Mark Thoma says economics is changing
But it's hard to deny that the questions [economists] are asking have gone through a considerable evolution since the onset of the recession, and when questions change, new models and new tools are developed to answer them.
I'm sure many people do not share this view -- they think change isn't coming fast enough or isn't radical enough. Me? I'm fine with this degree of change; I just worry about its direction. Thoma's post is all about adding complexity and relaxing assumptions of rationality. Is this a good thing?
Before I continue, let me define some terms I'll use.
- Zero-order theory: This kind of theory at best tells you orders of magnitude. Mostly it provide answers questions like: Does inflation exist?, Is growth positive or negative? or What is money? The quantity theory of money is a zero order theory. These orders of magnitude and answers aren't necessarily empirically correct. You can have an empirically correct (i.e. right) zero-order theory (within scope) or a wrong zero-order theory. You also can't tell the difference between measurement error and real fluctuations at this order.
- First order theory: This theory tells you orders of magnitude and directions of effects. Again, this can be right or wrong (within scope). The IS-LM and AD-AS models are (in some respects) first order theories. At this point you can usually tell the difference between what is a real fluctuation and what is a measurement error (at least given the first order theory).
- Higher order theory: This basically means you've gotten things right -- you have an empirically accurate first order theory -- and now you are trying to expand scope.
My mental picture is a "Taylor expansion" of a theory T with a scale x₀ (that sets scope) -- the scope of the zero order theory is e.g. δx << x₀ while the scope of the first order theory is e.g. δx² << x₀². A higher order theory can handle most values of δx. It looks something like this:
Each term added is a new effective theory with increased scope. Also note that a framework in a sense tells you how to go from zero order theory to first order to higher order (e.g. the scales and and how the theories relate to one another). It's not absolutely necessary, but is extremely useful because it organizes all of the empirical successes of zero order (and higher) theories.
And finally, a theory that gets better (by some metric) as you proceed from zero order to higher order is a progressive research program. One that doesn't get better (n.b. it doesn't actually have to get worse) is a degenerative research program.
There was a dominant macro paradigm that wasn't all that empirically accurate and seemed to predict that something like the global recession would not occur and that inequality was just about differences in effort. Economics as a profession seems to believe this paradigm was a first order theory. That is what I gather from Mark Thoma's post.

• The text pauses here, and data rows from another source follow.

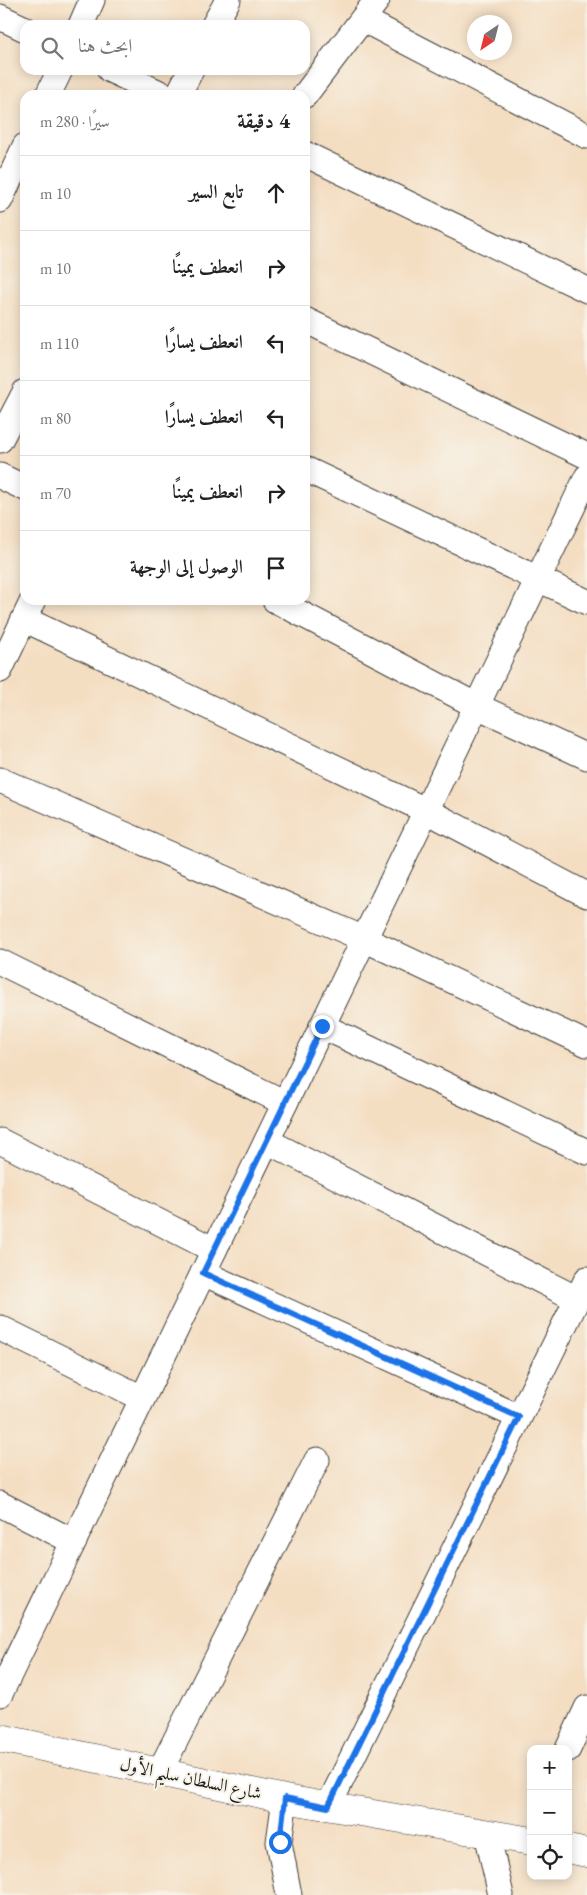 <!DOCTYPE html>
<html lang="ar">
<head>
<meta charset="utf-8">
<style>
  :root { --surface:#fff; --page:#f6f6f6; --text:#222; --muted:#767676; --line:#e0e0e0 }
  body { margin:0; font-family:"EB Garamond",Amiri,serif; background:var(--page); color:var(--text); direction:rtl }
  .controls { position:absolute; right:15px; bottom:15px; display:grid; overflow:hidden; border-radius:10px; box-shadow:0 2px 12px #0003 }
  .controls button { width:45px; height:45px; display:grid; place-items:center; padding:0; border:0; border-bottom:1px solid var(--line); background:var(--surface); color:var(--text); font:25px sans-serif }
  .compass { position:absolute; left:467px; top:15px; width:45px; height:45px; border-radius:50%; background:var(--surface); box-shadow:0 2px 12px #0003; rotate:215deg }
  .stop { position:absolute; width:15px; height:15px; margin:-11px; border:4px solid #1a73e8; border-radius:50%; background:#fff }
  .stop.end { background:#1a73e8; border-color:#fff; box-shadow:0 1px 5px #0008 }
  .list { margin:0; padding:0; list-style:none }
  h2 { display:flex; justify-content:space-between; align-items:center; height:65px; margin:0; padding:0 20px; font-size:21px }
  h2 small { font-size:16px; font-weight:400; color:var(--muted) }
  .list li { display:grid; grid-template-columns:32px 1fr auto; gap:15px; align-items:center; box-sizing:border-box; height:75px; padding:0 20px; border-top:1px solid var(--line) }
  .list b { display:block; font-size:19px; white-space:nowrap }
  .list em { font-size:16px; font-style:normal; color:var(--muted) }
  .icon { flex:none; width:28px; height:28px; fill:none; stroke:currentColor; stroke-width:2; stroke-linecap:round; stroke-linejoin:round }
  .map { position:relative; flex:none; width:587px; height:1895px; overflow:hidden; direction:ltr }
  .search { position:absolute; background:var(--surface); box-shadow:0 2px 12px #0003; left:20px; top:20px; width:290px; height:55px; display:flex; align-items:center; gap:12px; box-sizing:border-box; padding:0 18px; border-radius:15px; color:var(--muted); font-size:19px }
  .panel { position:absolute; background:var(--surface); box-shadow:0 2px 12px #0003; left:20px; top:90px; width:290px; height:515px; border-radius:15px; direction:rtl }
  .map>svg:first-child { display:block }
</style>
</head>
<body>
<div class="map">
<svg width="587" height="1895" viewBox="0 0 587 1895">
  <rect width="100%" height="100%" fill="#f7f3e8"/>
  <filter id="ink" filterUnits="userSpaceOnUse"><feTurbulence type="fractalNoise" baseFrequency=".02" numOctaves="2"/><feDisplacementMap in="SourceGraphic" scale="10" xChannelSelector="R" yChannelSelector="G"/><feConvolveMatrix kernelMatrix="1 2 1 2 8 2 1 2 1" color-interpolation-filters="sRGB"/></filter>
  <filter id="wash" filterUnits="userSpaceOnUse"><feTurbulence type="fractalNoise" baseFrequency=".0096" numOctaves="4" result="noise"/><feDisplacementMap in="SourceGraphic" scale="20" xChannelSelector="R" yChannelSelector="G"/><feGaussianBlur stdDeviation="1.12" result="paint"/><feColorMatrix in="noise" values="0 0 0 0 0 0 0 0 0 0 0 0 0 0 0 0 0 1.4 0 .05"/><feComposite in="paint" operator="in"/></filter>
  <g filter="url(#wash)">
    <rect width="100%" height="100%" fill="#f4dec2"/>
  </g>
  <g filter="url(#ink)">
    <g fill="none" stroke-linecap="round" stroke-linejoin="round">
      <g stroke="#3c3935" stroke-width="27">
        <g id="minor">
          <path d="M0,17l25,12"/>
          <path d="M364,20l223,116"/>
          <path d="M81,25l11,-25"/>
          <path d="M214,25l14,-25"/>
          <path d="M110,70l54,25"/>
          <path d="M48,95l12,-25"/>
          <path d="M178,95l13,-25"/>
          <path d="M305,95l72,-95"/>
          <path d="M305,154l282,136"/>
          <path d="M0,200l25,-54"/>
          <path d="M305,320l282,136"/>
          <path d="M0,440l25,-48"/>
          <path d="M305,469l282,133"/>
          <path d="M0,476l25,12"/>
          <path d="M275,600l202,106 110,51"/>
          <path d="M24,619l403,192 160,84"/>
          <path d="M0,670l33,-70"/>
          <path d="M0,780l364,159 223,105"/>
          <path d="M0,962l285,141"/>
          <path d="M322,1026l265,126"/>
          <path d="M0,1141l214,109"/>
          <path d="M267,1141l310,158"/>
          <path d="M203,1273l316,144"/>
          <path d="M0,1328l142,70"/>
          <path d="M0,1504l74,38"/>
          <path d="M0,1694l587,-1217"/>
          <path d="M568,1749l19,-41"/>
          <path d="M160,1771l157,-311"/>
          <path d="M285,1799l-6,43 10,53"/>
          <path d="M328,1807l259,-528"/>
          <path d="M487,1833l14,62"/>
        </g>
      </g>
      <g stroke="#3c3935" stroke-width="29">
        <g id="tertiary">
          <path d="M0,1738l285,61 246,42"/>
          <path d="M568,1849l19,4"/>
        </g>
      </g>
      <use href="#minor" stroke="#fff" stroke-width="25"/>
      <use href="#tertiary" stroke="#fff" stroke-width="28"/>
    </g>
  </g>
  <g fill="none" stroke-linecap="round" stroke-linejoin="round" filter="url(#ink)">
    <path stroke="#1a73e8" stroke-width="6" d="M280,1842l5,-44 43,9 191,-390 -316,-144 119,-247"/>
  </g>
  <g text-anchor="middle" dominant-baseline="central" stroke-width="4" stroke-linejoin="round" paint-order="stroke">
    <g font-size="18" fill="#1c1c1c" stroke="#f7f3e8">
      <text transform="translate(191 1778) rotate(12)">شارع السلطان سليم الأول</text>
    </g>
  </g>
</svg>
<div class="controls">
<button>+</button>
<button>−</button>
<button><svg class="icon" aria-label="locate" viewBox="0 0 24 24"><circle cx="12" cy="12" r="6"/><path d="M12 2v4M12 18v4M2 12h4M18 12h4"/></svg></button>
</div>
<svg class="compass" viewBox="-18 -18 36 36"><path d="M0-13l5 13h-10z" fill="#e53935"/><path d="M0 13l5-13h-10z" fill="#767676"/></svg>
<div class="stop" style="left:280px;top:1842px"></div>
<div class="stop end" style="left:322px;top:1026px"></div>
<div class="search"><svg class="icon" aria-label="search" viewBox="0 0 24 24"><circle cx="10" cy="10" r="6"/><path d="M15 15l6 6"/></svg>ابحث هنا</div>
<section class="panel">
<h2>4 دقيقة<small>سيرًا · 280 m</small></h2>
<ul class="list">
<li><svg class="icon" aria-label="ahead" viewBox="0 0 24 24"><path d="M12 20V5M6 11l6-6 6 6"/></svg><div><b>تابع السير</b></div><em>10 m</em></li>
<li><svg class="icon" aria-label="right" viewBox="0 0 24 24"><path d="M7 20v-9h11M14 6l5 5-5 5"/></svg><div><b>انعطف يمينًا</b></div><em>10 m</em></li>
<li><svg class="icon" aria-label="left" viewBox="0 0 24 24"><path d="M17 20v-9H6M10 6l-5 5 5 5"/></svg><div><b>انعطف يسارًا</b></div><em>110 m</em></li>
<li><svg class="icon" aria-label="left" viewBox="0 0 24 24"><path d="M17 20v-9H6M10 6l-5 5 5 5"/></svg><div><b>انعطف يسارًا</b></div><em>80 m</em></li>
<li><svg class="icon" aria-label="right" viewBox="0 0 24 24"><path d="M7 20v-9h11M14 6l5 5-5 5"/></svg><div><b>انعطف يمينًا</b></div><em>70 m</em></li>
<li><svg class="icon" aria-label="arrive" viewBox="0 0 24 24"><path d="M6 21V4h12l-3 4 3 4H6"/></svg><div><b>الوصول إلى الوجهة</b></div></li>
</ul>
</section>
</div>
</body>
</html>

The financial crisis of 2008 was a striking failure of that paradigm. Note that we don't need to know if a financial crisis causes or is the effect of macro fluctuations to assert this. Thoma tells us what that pre-2008 paradigm said:
Our modern financial system couldn't crash like those antiquated systems that were around during and before the Great Depression. There was no need to include it in our macro models, at least not in any detail, or even ask questions about what might happen if there was a financial crisis. ... In the past, the Taylor rule was praised as responsible for the Great Moderation. We had discovered the key to a stable economy.
So 2008 was not the kind of event that happens in that paradigm and now monetary policy is under scrutiny. But, Thoma says, economics is changing -- by adding complexity: new monetary policy goals, adding financial sectors and asymmetric bargaining power.
But if you first order theory fails in its first order tasks (within scope), you don't go constructing a second order theory from it. You really only have three choices: 1) reduce the scope of the existing theory, 2) try other first order theories or 3) go back to zero order. We can consider the first two options represented by Dani Rodrik (using models only for their original purpose) and Paul Krugman (a "return to depression economics" like the ISLM model), respectively.
But the existing theory was never very empirically accurate so reducing its scope makes it all the more useless. And the general lack of scope conditions in economic models means we can't really choose which other first order theories apply ex ante, only ex post. Macroeconomists become "economic doctors" in Simon Wren-Lewis's vision.
That is the existential crisis macroeconomics is finding itself in. The only choice left is the one that is hardest for an established field to take: go back to the drawing board and come up with some new zero order theories .
 That's where the information equilibrium framework comes in. It represents a new framework for constructing zero order theories (and expanding them to first order).